> [Task to carry out]:
Transcribe all of the records word for word, please, omitting the pictures.

(Collected data)
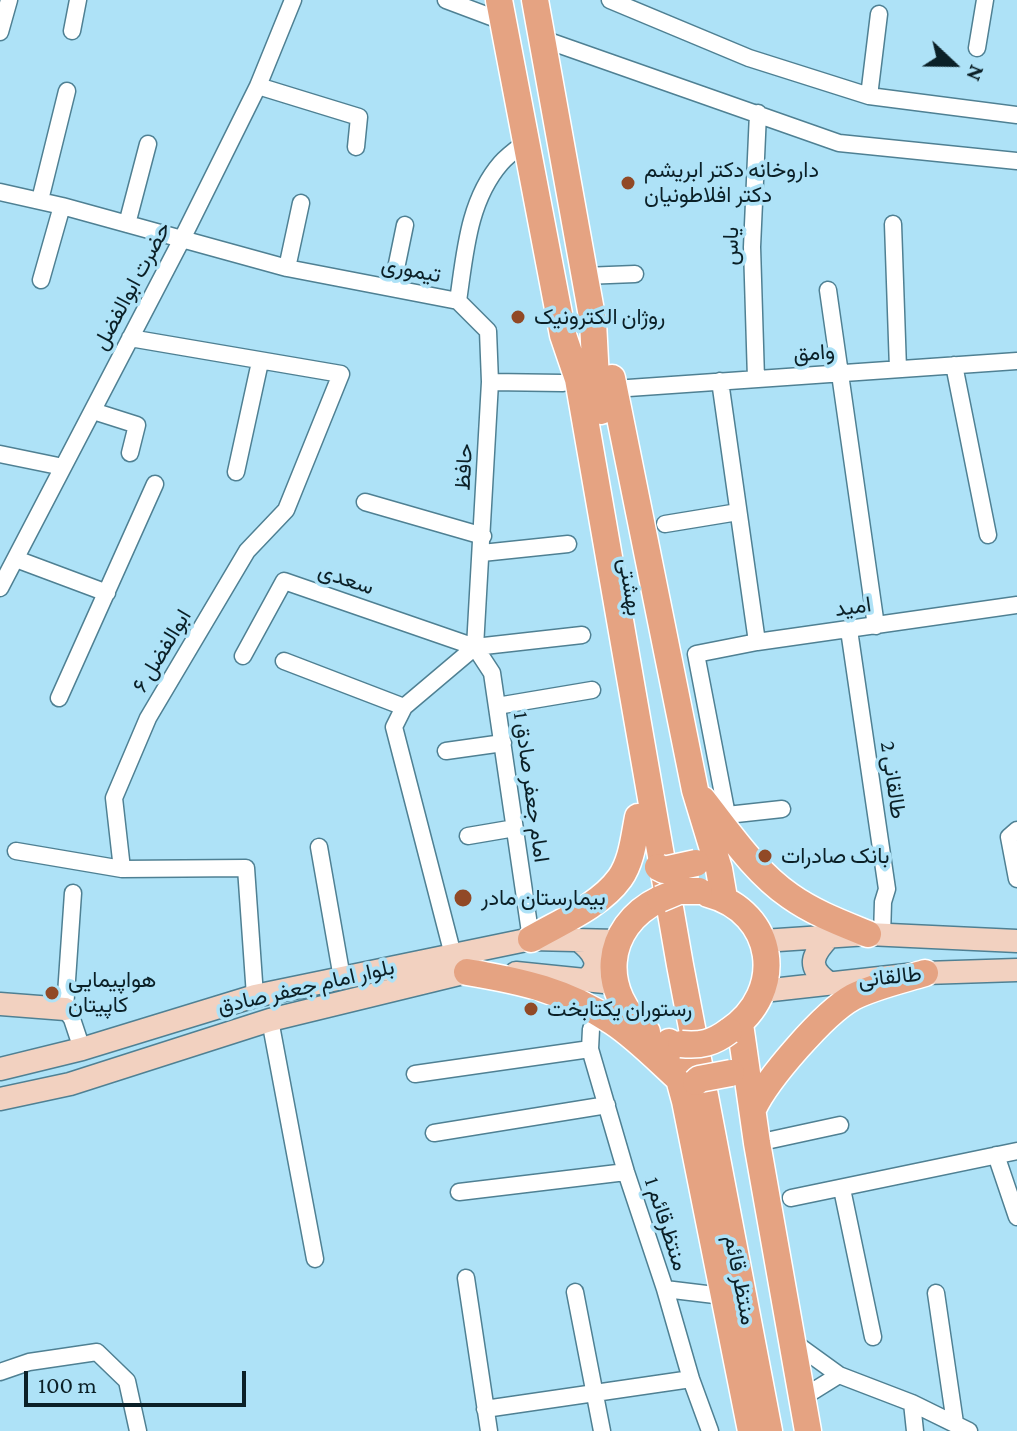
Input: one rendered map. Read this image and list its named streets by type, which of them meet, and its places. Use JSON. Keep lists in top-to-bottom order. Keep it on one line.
{"streets":{"main road":["بهشتی","طالقانی","بلوار امام جعفر صادق","منتظر قائم"],"street":["یاس","تیموری","حضرت ابوالفضل","وامق","حافظ","سعدی","امید","ابوالفضل ۶","طالقانی 2","امام جعفر صادق 1","منتظرقائم 1"]},"crossings":[["یاس","وامق"],["تیموری","حضرت ابوالفضل"],["تیموری","حافظ"],["تیموری","بهشتی"],["حافظ","سعدی"],["حافظ","امام جعفر صادق 1"],["سعدی","امام جعفر صادق 1"],["بهشتی","منتظر قائم"],["امید","طالقانی 2"],["طالقانی 2","طالقانی"],["امام جعفر صادق 1","بلوار امام جعفر صادق"],["طالقانی","بلوار امام جعفر صادق"]],"places":["داروخانه دکتر ابریشم دکتر افلاطونیان","روژان الکترونیک","بانک صادرات","بیمارستان مادر","هواپیمایی کاپیتان","رستوران یکتابخت"],"scale_bar":"100 m","north":"right"}
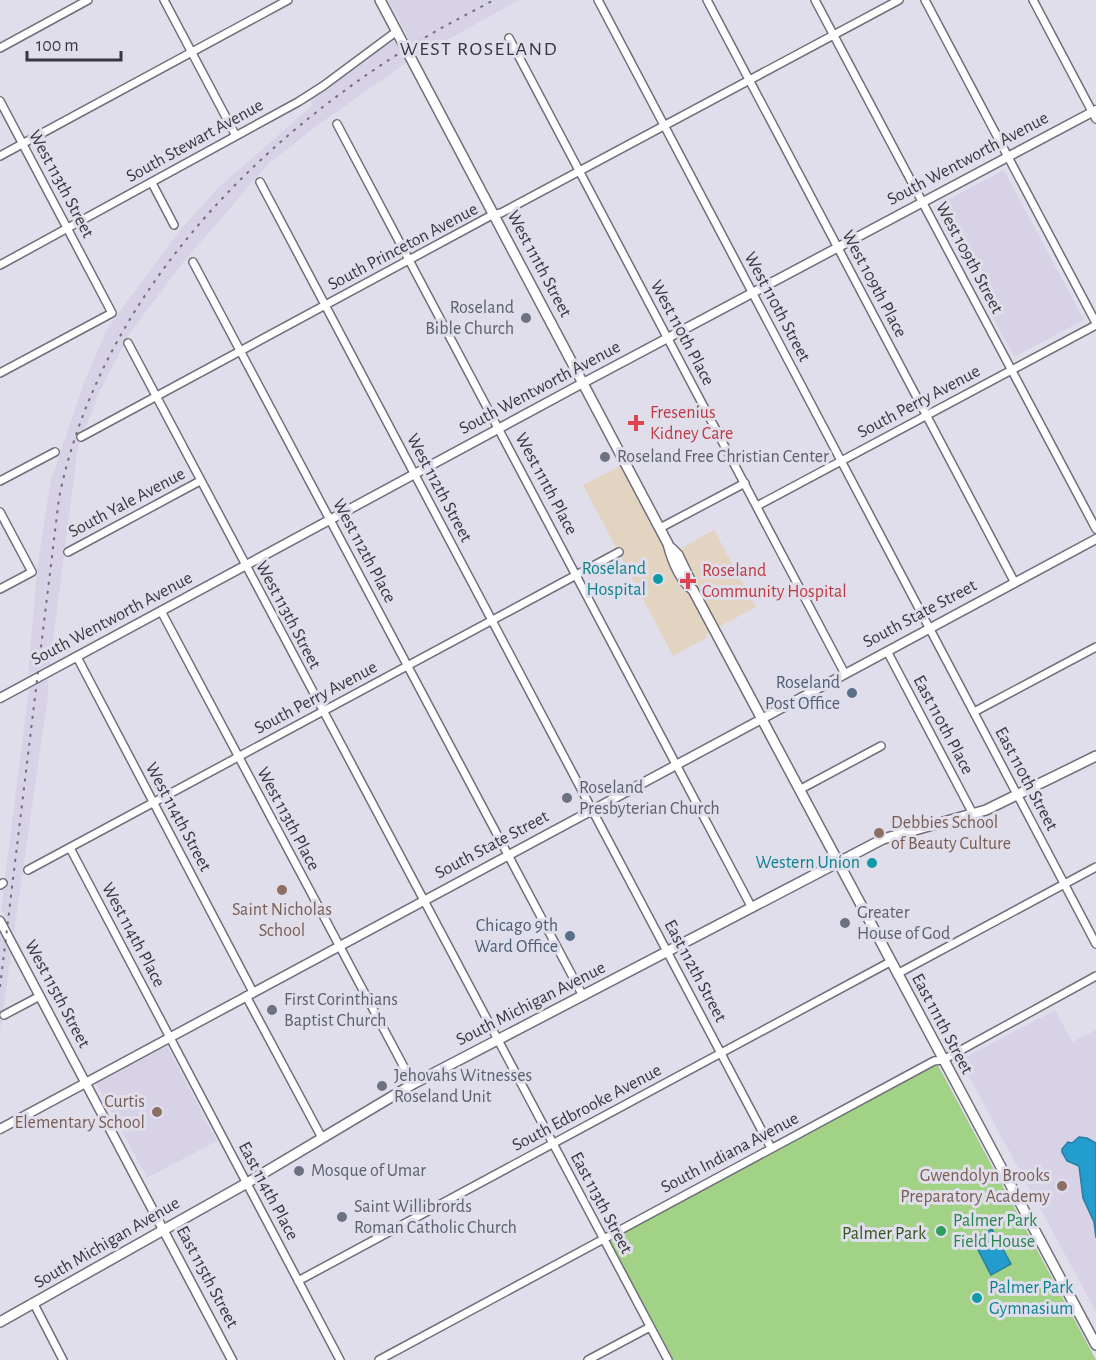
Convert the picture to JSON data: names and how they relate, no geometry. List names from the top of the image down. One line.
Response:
{"streets":{"main road":["West 111th Street","South Michigan Avenue","East 111th Street"],"street":["South Stewart Avenue","South Wentworth Avenue","West 113th Street","South Princeton Avenue","West 109th Street","West 109th Place","West 110th Street","West 110th Place","South Perry Avenue","West 111th Place","West 112th Street","South Yale Avenue","West 112th Place","South State Street","East 110th Place","East 110th Street","West 114th Street","West 113th Place","West 114th Place","East 112th Street","West 115th Street","South Edbrooke Avenue","South Indiana Avenue","East 114th Place","East 113th Street","East 115th Street"]},"crossings":[["South Stewart Avenue","West 113th Street"],["South Stewart Avenue","West 111th Street"],["South Wentworth Avenue","West 113th Street"],["South Wentworth Avenue","West 109th Street"],["South Wentworth Avenue","West 111th Street"],["South Wentworth Avenue","West 109th Place"],["South Wentworth Avenue","West 110th Street"],["South Wentworth Avenue","West 110th Place"],["South Wentworth Avenue","West 111th Place"],["South Wentworth Avenue","West 112th Street"],["South Wentworth Avenue","West 112th Place"],["South Wentworth Avenue","West 114th Street"],["South Wentworth Avenue","West 113th Place"],["West 113th Street","South Princeton Avenue"],["West 113th Street","South Perry Avenue"],["West 113th Street","South Yale Avenue"],["West 113th Street","South State Street"],["West 113th Street","East 113th Street"],["South Princeton Avenue","West 109th Street"],["South Princeton Avenue","West 111th Street"],["South Princeton Avenue","West 109th Place"],["South Princeton Avenue","West 110th Street"],["South Princeton Avenue","West 110th Place"],["South Princeton Avenue","West 111th Place"],["South Princeton Avenue","West 112th Street"],["South Princeton Avenue","West 112th Place"],["West 109th Street","South Perry Avenue"],["West 111th Street","South State Street"],["West 111th Street","East 111th Street"],["West 109th Place","South Perry Avenue"],["West 109th Place","South State Street"],["West 110th Street","South Perry Avenue"],["West 110th Street","South State Street"],["West 110th Street","East 110th Street"],["West 110th Place","South Perry Avenue"],["West 110th Place","South State Street"],["South Perry Avenue","West 111th Place"],["South Perry Avenue","West 112th Street"],["South Perry Avenue","West 112th Place"],["South Perry Avenue","West 114th Street"],["South Perry Avenue","West 113th Place"],["South Perry Avenue","West 114th Place"],["West 111th Place","South State Street"],["West 111th Place","South Michigan Avenue"],["West 112th Street","South State Street"],["West 112th Street","East 112th Street"],["West 112th Place","South State Street"],["West 112th Place","South Michigan Avenue"],["South State Street","East 110th Place"],["South State Street","East 110th Street"],["South State Street","West 114th Street"],["South State Street","West 113th Place"],["South State Street","West 114th Place"],["South State Street","East 112th Street"],["South State Street","West 115th Street"],["South State Street","East 111th Street"],["South State Street","East 114th Place"],["South State Street","East 113th Street"],["South State Street","East 115th Street"],["East 110th Place","South Michigan Avenue"],["East 110th Street","South Michigan Avenue"],["West 114th Street","South Michigan Avenue"],["West 113th Place","South Michigan Avenue"],["West 114th Place","East 114th Place"],["East 112th Street","South Michigan Avenue"],["East 112th Street","South Edbrooke Avenue"],["East 112th Street","South Indiana Avenue"],["West 115th Street","East 115th Street"],["South Michigan Avenue","East 111th Street"],["South Michigan Avenue","East 114th Place"],["South Michigan Avenue","East 113th Street"],["South Michigan Avenue","East 115th Street"],["East 111th Street","South Edbrooke Avenue"],["East 111th Street","South Indiana Avenue"],["South Edbrooke Avenue","East 114th Place"],["South Edbrooke Avenue","East 113th Street"],["South Indiana Avenue","East 113th Street"]],"districts":["WEST ROSELAND"],"parks":["Palmer Park"],"places":{"other":["Roseland Bible Church","Roseland Free Christian Center","Roseland Hospital","Roseland Post Office","Roseland Presbyterian Church","Debbies School of Beauty Culture","Western Union","Saint Nicholas School","Greater House of God","Chicago 9th Ward Office","First Corinthians Baptist Church","Jehovahs Witnesses Roseland Unit","Curtis Elementary School","Mosque of Umar","Gwendolyn Brooks Preparatory Academy","Saint Willibrords Roman Catholic Church","Palmer Park Field House","Palmer Park Gymnasium"],"health":["Fresenius Kidney Care","Roseland Community Hospital"]},"scale_bar":"100 m"}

> [Your response]:
Input: one rendered map. Read this image and list its named streets by type, which of them meet, and its places. Use JSON. Keep lists in top-to-bottom order. Keep it on one line.
{"streets":{"main road":["بهشتی","طالقانی","بلوار امام جعفر صادق","منتظر قائم"],"street":["یاس","تیموری","حضرت ابوالفضل","وامق","حافظ","سعدی","امید","ابوالفضل ۶","طالقانی 2","امام جعفر صادق 1","منتظرقائم 1"]},"crossings":[["یاس","وامق"],["تیموری","حضرت ابوالفضل"],["تیموری","حافظ"],["تیموری","بهشتی"],["حافظ","سعدی"],["حافظ","امام جعفر صادق 1"],["سعدی","امام جعفر صادق 1"],["بهشتی","منتظر قائم"],["امید","طالقانی 2"],["طالقانی 2","طالقانی"],["امام جعفر صادق 1","بلوار امام جعفر صادق"],["طالقانی","بلوار امام جعفر صادق"]],"places":["داروخانه دکتر ابریشم دکتر افلاطونیان","روژان الکترونیک","بانک صادرات","بیمارستان مادر","هواپیمایی کاپیتان","رستوران یکتابخت"],"scale_bar":"100 m","north":"right"}
Convert the picture to JSON data: names and how they relate, no geometry. List names from the top of the image down. One line.
Response:
{"streets":{"main road":["West 111th Street","South Michigan Avenue","East 111th Street"],"street":["South Stewart Avenue","South Wentworth Avenue","West 113th Street","South Princeton Avenue","West 109th Street","West 109th Place","West 110th Street","West 110th Place","South Perry Avenue","West 111th Place","West 112th Street","South Yale Avenue","West 112th Place","South State Street","East 110th Place","East 110th Street","West 114th Street","West 113th Place","West 114th Place","East 112th Street","West 115th Street","South Edbrooke Avenue","South Indiana Avenue","East 114th Place","East 113th Street","East 115th Street"]},"crossings":[["South Stewart Avenue","West 113th Street"],["South Stewart Avenue","West 111th Street"],["South Wentworth Avenue","West 113th Street"],["South Wentworth Avenue","West 109th Street"],["South Wentworth Avenue","West 111th Street"],["South Wentworth Avenue","West 109th Place"],["South Wentworth Avenue","West 110th Street"],["South Wentworth Avenue","West 110th Place"],["South Wentworth Avenue","West 111th Place"],["South Wentworth Avenue","West 112th Street"],["South Wentworth Avenue","West 112th Place"],["South Wentworth Avenue","West 114th Street"],["South Wentworth Avenue","West 113th Place"],["West 113th Street","South Princeton Avenue"],["West 113th Street","South Perry Avenue"],["West 113th Street","South Yale Avenue"],["West 113th Street","South State Street"],["West 113th Street","East 113th Street"],["South Princeton Avenue","West 109th Street"],["South Princeton Avenue","West 111th Street"],["South Princeton Avenue","West 109th Place"],["South Princeton Avenue","West 110th Street"],["South Princeton Avenue","West 110th Place"],["South Princeton Avenue","West 111th Place"],["South Princeton Avenue","West 112th Street"],["South Princeton Avenue","West 112th Place"],["West 109th Street","South Perry Avenue"],["West 111th Street","South State Street"],["West 111th Street","East 111th Street"],["West 109th Place","South Perry Avenue"],["West 109th Place","South State Street"],["West 110th Street","South Perry Avenue"],["West 110th Street","South State Street"],["West 110th Street","East 110th Street"],["West 110th Place","South Perry Avenue"],["West 110th Place","South State Street"],["South Perry Avenue","West 111th Place"],["South Perry Avenue","West 112th Street"],["South Perry Avenue","West 112th Place"],["South Perry Avenue","West 114th Street"],["South Perry Avenue","West 113th Place"],["South Perry Avenue","West 114th Place"],["West 111th Place","South State Street"],["West 111th Place","South Michigan Avenue"],["West 112th Street","South State Street"],["West 112th Street","East 112th Street"],["West 112th Place","South State Street"],["West 112th Place","South Michigan Avenue"],["South State Street","East 110th Place"],["South State Street","East 110th Street"],["South State Street","West 114th Street"],["South State Street","West 113th Place"],["South State Street","West 114th Place"],["South State Street","East 112th Street"],["South State Street","West 115th Street"],["South State Street","East 111th Street"],["South State Street","East 114th Place"],["South State Street","East 113th Street"],["South State Street","East 115th Street"],["East 110th Place","South Michigan Avenue"],["East 110th Street","South Michigan Avenue"],["West 114th Street","South Michigan Avenue"],["West 113th Place","South Michigan Avenue"],["West 114th Place","East 114th Place"],["East 112th Street","South Michigan Avenue"],["East 112th Street","South Edbrooke Avenue"],["East 112th Street","South Indiana Avenue"],["West 115th Street","East 115th Street"],["South Michigan Avenue","East 111th Street"],["South Michigan Avenue","East 114th Place"],["South Michigan Avenue","East 113th Street"],["South Michigan Avenue","East 115th Street"],["East 111th Street","South Edbrooke Avenue"],["East 111th Street","South Indiana Avenue"],["South Edbrooke Avenue","East 114th Place"],["South Edbrooke Avenue","East 113th Street"],["South Indiana Avenue","East 113th Street"]],"districts":["WEST ROSELAND"],"parks":["Palmer Park"],"places":{"other":["Roseland Bible Church","Roseland Free Christian Center","Roseland Hospital","Roseland Post Office","Roseland Presbyterian Church","Debbies School of Beauty Culture","Western Union","Saint Nicholas School","Greater House of God","Chicago 9th Ward Office","First Corinthians Baptist Church","Jehovahs Witnesses Roseland Unit","Curtis Elementary School","Mosque of Umar","Gwendolyn Brooks Preparatory Academy","Saint Willibrords Roman Catholic Church","Palmer Park Field House","Palmer Park Gymnasium"],"health":["Fresenius Kidney Care","Roseland Community Hospital"]},"scale_bar":"100 m"}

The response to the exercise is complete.